State and federal offices
Incumbents will prove hard to unseat in Republican-dominated districts this fall
In this year’s primary election, the only contest is the three-way race for the Democratic nod for the 2nd Congressional District and the chance to go up against the well-entrenched Rep. Wally Herger in November.
In the two state Assembly contests, for the 2nd and 3rd districts now held by Republicans, only one Democratic candidate is on the ballot in each race. The incumbents, Doug LaMalfa, of Richvale, and Rick Keene, from Chico, are also unopposed.
Wally’s world
Here in the 2nd Congressional District, Rep. Herger, R-Chico, reigns supreme. He’s hardly been challenged in his 18 years—yes, 18—on the Hill. (We pause to note that, when first elected to the state Assembly way back in 1980, Herger told the Marysville-Appeal Democrat that he defeated the incumbent because the voters were tired of “professional politicians.")

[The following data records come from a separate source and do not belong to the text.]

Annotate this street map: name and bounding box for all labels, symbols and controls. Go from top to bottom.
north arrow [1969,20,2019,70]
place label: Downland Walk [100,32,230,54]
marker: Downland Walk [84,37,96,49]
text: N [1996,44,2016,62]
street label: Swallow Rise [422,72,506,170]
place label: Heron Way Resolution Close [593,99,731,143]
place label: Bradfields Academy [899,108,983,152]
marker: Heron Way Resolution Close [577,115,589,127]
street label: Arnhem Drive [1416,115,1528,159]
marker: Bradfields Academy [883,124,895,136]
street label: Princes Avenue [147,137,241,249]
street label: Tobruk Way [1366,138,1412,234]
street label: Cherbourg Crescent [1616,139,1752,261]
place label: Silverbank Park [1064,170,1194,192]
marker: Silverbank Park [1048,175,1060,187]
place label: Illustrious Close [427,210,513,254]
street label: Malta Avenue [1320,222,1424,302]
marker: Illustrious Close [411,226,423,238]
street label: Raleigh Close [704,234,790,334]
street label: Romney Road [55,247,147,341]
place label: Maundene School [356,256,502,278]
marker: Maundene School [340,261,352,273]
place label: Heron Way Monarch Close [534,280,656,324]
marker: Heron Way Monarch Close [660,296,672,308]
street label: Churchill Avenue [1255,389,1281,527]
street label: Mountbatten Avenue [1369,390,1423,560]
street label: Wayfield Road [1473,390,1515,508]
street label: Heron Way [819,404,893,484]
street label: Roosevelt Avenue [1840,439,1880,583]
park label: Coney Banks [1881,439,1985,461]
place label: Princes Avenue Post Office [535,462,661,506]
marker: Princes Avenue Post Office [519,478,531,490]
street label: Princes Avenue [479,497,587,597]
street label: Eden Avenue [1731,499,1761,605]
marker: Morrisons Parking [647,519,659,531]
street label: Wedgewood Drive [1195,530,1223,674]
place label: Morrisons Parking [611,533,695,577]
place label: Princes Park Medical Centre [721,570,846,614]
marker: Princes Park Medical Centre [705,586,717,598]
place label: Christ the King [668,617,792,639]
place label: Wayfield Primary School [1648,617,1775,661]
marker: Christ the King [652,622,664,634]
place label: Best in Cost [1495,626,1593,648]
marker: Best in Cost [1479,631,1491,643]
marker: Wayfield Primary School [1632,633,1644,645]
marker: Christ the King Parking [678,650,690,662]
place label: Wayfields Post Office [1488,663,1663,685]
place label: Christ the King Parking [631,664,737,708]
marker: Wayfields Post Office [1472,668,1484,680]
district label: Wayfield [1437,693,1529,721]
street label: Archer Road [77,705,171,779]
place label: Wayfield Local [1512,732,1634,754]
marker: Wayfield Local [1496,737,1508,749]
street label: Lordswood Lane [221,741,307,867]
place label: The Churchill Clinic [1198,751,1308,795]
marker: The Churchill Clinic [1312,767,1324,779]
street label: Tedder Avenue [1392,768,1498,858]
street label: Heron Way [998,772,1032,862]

Little wonder Herger keeps getting re-elected every two years. District demographics show that it’s 46 percent Republican, 34 percent Democrat and 14 percent “declined to state.” Herger, a member of the powerful House Ways and Means Committee who soaks up campaign donations from all over the country, has outspent his Democratic opponents each election by an average ratio of 5-1. The state Democratic Party simply concedes this district (as well as state Senate and Assembly seats) to the Republicans.
This year the Democrats have three candidates in the primary: A. J. Sekon, a medical doctor out of Yuba City; Jeffery Vance, a carpenter who lives in Williams; and Mike Johnson, a second-time congressional candidate out of Chico.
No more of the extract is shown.